During the film's research and production, Beauchamp worked closely with Till's mother, Mamie Till-Mobley, who famously insisted that her son's body be returned to Chicago and that his casket would remain open during the funeral. Beauchamp and Till-Mobley became close, speaking several times a day for eight years until her death in 2003. The film was released in 2005.

Over the course of the nine years Beauchamp spent researching the documentary, he identified several individuals, including five Black men, who he suspected had been involved in Till's murder in addition to the two who were arrested and acquitted of the crime in 1955.

====Case reopened====
Throughout the film's production, due to extensive research into witnesses and potential accomplices who had never been questioned, Beauchamp advocated for reopening of the Till case. On May 10, 2004, the United States Department of Justice announced that it would turn its 8,000 pages of information to 4th District Court of Mississippi Attorney Joyce Chiles, effectively reopening the case, but in 2007 a grand jury in Leflore County, Mississippi declined to indict anyone further. The U.S. Department of Justice has credited Beauchamp's efforts with the decision to re-open the case.

The case was reopened again in 2017 with renewed interest in Carolyn Bryant's culpability in Till's lynching, but was closed in 2021 without any new arrests.

===FBI collaboration and other work===
As a result of his documentary work, Beauchamp was approached by the Federal Bureau of Investigation (FBI)'s civil rights division to collaborate on cold cases. In 2007, he began working to produce additional documentaries about unsolved civil rights murders. Beauchamp was given access to agents who worked on the cases, and he was able to interview new individuals as someone outside of law enforcement.

===Till===
Released in October 2022, Till focuses on Till-Mobley's perspective of the Emmett Till story. The film had been in production for over a decade and stars Whoopi Goldberg as Till's grandmother, Alma; Danielle Deadwyler as Till-Mobley; and Jalyn Hall as Emmett Till. Beauchamp has expressed his desire for this film to help viewers become familiar with Till-Mobley's story and how significantly the Emmett Till case contributed to the beginnings of the civil rights movement in the United States. According to Beauchamp, who co-wrote and produced the film, "There is no other story that speaks more to this generation and to this political climate and racial climate of this country than the story of Emmett Louis Till."
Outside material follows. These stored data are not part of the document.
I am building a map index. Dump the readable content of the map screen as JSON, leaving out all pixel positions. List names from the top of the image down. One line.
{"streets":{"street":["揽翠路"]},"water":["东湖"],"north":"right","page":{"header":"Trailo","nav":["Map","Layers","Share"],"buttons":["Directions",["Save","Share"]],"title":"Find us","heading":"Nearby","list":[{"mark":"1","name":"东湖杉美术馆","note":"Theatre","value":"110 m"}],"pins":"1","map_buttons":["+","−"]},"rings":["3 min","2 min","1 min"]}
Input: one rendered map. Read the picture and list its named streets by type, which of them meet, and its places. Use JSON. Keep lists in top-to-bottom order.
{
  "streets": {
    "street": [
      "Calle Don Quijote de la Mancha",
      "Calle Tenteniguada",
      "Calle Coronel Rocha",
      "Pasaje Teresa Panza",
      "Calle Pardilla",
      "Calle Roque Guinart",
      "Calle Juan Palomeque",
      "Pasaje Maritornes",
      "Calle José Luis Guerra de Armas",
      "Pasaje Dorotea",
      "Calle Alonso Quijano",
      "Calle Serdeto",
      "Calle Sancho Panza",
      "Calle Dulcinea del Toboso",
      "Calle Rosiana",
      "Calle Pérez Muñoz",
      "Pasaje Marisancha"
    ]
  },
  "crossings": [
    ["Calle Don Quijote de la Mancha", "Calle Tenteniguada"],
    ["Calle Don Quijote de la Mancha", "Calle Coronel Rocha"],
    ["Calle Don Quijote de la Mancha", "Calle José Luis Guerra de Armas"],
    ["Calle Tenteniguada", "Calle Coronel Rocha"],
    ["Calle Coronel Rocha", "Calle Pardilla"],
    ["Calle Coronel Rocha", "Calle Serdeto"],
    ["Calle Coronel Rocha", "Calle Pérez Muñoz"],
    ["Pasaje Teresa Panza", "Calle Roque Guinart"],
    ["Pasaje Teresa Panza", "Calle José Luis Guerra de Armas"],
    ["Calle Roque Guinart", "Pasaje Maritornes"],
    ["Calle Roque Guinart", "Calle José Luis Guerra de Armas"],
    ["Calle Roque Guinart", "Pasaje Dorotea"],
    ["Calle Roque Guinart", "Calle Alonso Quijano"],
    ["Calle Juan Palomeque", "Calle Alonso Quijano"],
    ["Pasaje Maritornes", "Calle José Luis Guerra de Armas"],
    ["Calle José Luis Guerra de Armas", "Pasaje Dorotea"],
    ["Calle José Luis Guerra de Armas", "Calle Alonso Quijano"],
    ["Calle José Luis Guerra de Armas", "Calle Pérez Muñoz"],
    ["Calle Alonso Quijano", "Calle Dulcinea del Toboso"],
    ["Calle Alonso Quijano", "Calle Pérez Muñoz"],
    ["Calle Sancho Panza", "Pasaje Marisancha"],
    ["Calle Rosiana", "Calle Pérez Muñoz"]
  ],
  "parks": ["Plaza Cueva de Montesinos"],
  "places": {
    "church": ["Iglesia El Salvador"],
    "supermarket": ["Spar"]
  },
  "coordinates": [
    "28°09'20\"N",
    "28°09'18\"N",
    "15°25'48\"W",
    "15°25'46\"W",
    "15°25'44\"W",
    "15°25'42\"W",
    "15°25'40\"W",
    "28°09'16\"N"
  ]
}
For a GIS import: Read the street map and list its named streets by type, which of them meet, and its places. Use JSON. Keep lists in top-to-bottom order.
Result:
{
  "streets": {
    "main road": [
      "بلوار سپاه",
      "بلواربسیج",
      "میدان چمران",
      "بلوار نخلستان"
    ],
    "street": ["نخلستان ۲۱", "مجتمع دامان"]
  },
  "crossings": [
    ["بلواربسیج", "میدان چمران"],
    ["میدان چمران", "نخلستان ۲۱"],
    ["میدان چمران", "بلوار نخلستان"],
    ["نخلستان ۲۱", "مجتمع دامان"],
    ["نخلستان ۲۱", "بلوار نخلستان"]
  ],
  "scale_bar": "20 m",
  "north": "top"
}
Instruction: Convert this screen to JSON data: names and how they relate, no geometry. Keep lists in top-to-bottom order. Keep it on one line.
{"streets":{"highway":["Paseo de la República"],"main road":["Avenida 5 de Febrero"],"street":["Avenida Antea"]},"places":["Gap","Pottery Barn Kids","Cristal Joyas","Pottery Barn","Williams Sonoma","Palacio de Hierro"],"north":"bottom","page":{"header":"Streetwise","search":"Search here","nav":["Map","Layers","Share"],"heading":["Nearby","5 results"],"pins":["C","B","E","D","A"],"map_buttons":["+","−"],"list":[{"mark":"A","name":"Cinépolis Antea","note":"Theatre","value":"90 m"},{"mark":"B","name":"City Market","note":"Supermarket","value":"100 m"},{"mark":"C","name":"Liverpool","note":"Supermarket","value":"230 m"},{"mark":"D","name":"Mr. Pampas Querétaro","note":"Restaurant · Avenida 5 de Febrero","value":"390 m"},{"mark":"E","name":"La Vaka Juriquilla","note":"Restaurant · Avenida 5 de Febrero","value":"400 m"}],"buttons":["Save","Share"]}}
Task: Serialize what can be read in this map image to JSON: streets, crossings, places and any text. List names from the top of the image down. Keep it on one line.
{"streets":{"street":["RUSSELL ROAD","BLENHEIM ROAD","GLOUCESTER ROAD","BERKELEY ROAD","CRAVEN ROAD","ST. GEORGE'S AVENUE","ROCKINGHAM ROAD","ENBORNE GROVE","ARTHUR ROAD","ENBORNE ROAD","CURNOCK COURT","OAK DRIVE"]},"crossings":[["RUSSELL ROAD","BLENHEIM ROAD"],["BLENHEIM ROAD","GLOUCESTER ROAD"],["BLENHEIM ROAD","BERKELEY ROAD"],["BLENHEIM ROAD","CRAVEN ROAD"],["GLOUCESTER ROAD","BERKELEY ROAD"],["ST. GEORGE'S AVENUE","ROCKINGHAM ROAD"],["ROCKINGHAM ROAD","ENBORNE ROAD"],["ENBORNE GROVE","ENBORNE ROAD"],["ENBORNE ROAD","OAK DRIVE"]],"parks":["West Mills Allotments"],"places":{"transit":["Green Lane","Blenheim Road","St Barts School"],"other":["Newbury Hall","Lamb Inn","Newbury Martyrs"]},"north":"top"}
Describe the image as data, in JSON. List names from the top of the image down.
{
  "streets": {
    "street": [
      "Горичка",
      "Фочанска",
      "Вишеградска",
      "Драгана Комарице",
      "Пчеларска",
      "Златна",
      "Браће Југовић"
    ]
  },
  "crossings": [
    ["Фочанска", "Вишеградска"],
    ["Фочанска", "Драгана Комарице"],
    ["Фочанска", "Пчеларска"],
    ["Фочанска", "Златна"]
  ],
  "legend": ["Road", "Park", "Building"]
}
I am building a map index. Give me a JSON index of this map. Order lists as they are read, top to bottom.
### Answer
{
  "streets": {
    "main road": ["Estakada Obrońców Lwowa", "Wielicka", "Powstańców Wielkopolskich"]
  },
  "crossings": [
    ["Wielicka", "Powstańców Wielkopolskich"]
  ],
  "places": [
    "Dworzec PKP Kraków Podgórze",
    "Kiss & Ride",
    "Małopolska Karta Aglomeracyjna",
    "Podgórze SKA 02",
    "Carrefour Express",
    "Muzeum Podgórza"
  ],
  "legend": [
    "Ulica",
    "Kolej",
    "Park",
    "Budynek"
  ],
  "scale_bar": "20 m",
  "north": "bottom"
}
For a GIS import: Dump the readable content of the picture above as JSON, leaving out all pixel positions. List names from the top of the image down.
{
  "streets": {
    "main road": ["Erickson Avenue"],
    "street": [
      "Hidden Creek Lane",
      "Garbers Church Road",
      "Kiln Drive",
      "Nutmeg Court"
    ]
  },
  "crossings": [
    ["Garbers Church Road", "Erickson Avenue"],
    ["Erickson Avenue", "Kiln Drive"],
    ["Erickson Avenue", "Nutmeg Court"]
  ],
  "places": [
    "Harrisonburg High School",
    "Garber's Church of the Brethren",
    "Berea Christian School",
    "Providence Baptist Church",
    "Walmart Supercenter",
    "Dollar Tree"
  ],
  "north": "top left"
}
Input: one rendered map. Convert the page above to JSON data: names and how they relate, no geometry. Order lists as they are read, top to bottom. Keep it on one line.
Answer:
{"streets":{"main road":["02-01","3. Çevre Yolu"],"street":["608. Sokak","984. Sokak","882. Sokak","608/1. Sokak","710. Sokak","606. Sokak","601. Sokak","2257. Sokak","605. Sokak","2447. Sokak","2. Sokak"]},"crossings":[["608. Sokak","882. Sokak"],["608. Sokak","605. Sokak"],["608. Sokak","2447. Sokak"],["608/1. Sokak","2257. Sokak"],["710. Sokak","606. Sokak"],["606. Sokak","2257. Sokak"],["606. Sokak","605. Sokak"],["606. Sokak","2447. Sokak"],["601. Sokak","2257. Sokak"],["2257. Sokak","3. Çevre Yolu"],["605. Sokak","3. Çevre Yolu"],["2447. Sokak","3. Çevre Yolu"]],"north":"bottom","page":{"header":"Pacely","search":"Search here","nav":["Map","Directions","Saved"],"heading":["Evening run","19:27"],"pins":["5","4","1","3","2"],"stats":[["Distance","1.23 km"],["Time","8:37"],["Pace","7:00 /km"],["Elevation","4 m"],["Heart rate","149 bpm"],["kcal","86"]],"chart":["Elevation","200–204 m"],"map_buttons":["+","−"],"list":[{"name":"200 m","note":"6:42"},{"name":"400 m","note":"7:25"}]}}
Beauchamp credits directors Spike Lee and Steven Spielberg for inspiring his work as a filmmaker, and Beauchamp has explained that he hopes to educate viewers about Black history in the same manner that Spielberg has brought awareness and education to Jewish history. Beauchamp has donated many of his research materials to the Strozier Library at Florida State University, whose special collections department contain an extensive repository of materials related to the Till case.